Call sendgmail with a table containing your Gmail account name and password, and the From, To, Subject, and text of your email message:
(sendgmail (obj user "andrew.wilcox" ; put your Gmail account name here password "xxxsecret" ; and your Gmail password here from "Andrew Wilcox <andrew.wilcox@gmail.com>" to "fred@example.com" subject "Greetings Earthling!" message "Press the green button... press it now..."))
You’ll need Perl and the Perl modules MIME::Lite and Net::SMTP::TLS. You can check if you have these modules installed by typing at the command line:
$ perl -MMIME::Lite -e '' $ perl -MNet::SMTP::TLS -e '' $
If you have the modules installed, Perl will print nothing (no news is good news), otherwise you’ll get an error. For information on how to install the modules, see How do I install Perl modules?

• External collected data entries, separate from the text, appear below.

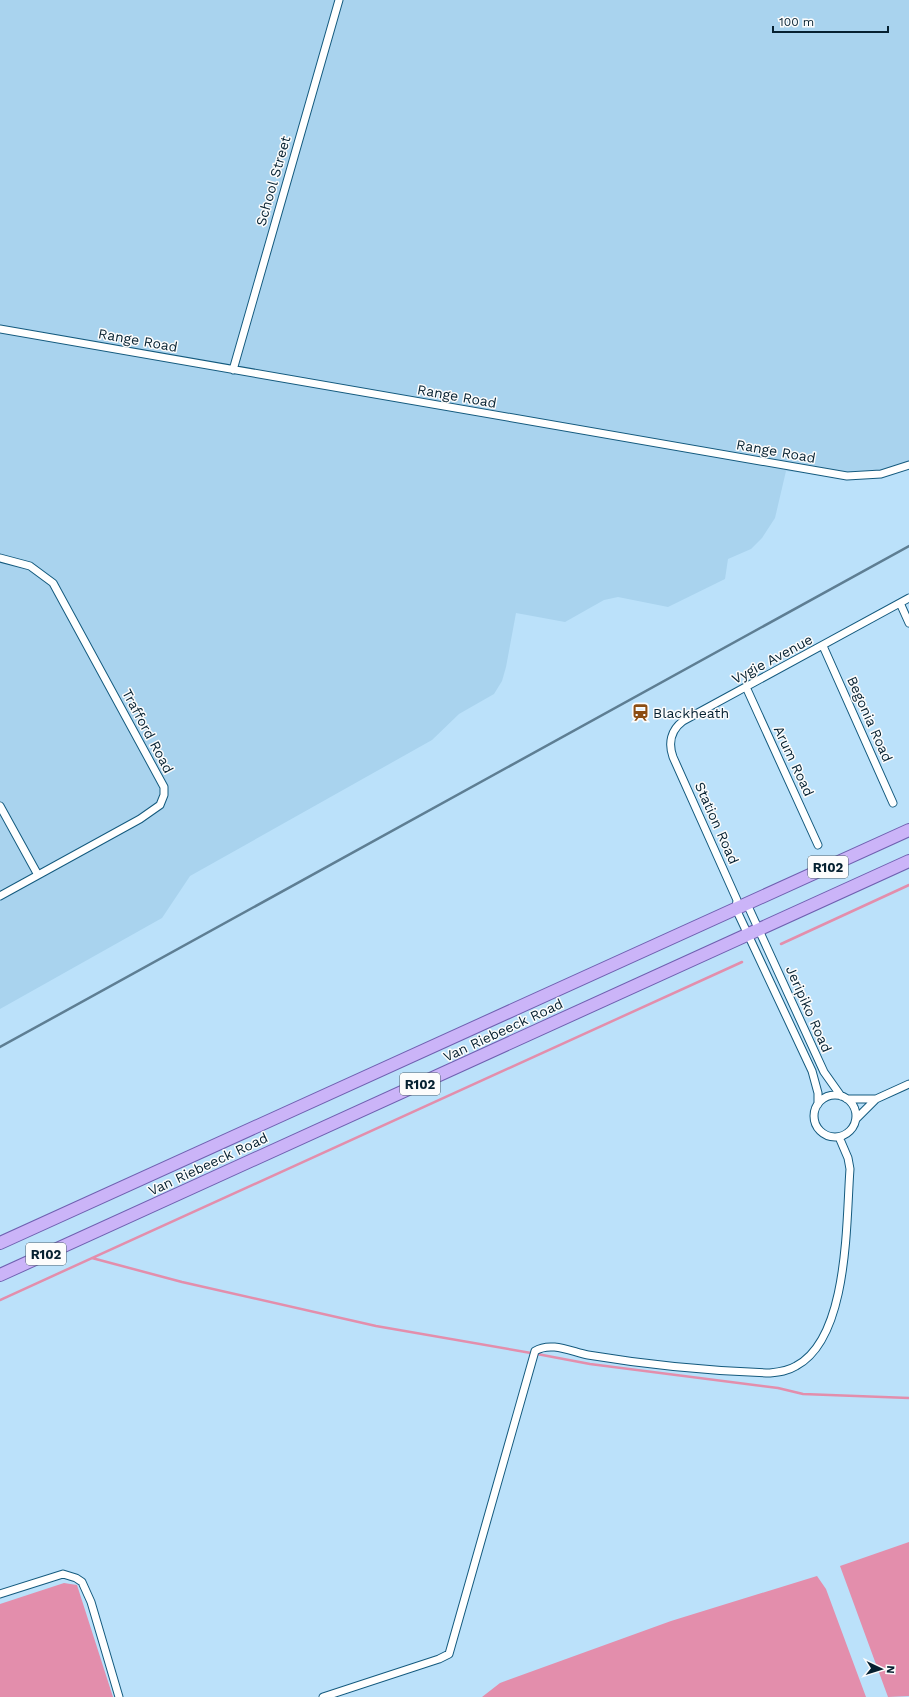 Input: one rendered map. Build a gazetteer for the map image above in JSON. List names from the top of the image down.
{
  "streets": {
    "main road": ["R102", "Van Riebeeck Road"],
    "street": [
      "School Street",
      "Range Road",
      "Vygie Avenue",
      "Begonia Road",
      "Trafford Road",
      "Arum Road",
      "Station Road",
      "Jeripiko Road"
    ]
  },
  "crossings": [
    ["School Street", "Range Road"],
    ["Vygie Avenue", "Begonia Road"],
    ["Vygie Avenue", "Arum Road"],
    ["Vygie Avenue", "Station Road"],
    ["Station Road", "Van Riebeeck Road"],
    ["Jeripiko Road", "Van Riebeeck Road"]
  ],
  "places": {
    "station": ["Blackheath"]
  },
  "scale_bar": "100 m",
  "north": "right"
} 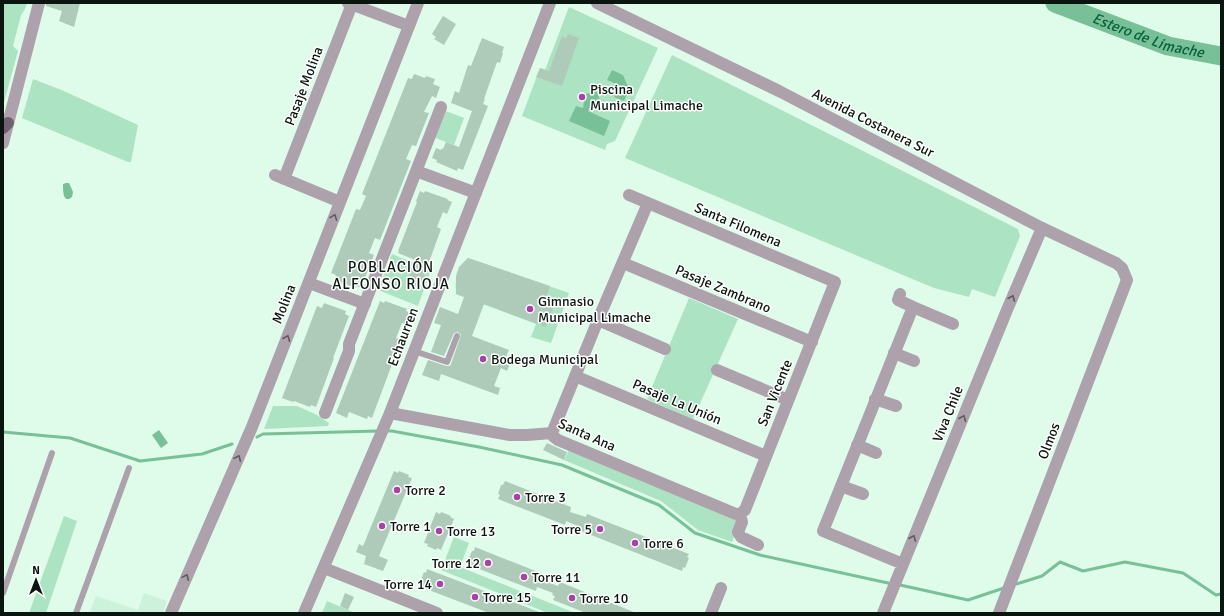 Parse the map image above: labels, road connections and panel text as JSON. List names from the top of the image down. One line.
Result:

Then you’ll need this hack, sendgmail0.arc, and the hacks it relies on: scheme-values, ac, span, template, and toperl.
Or, using the hackinator:
$ hack \
ycombinator.com/arc/arc3.1.tar \
awwx.ws/scheme-values0.patch \
awwx.ws/ac0.patch \
awwx.ws/ac1.arc \
awwx.ws/span0.arc \
awwx.ws/template2.arc \
awwx.ws/toperl0.arc \
awwx.ws/sendgmail0.arcThis code is in the public domain.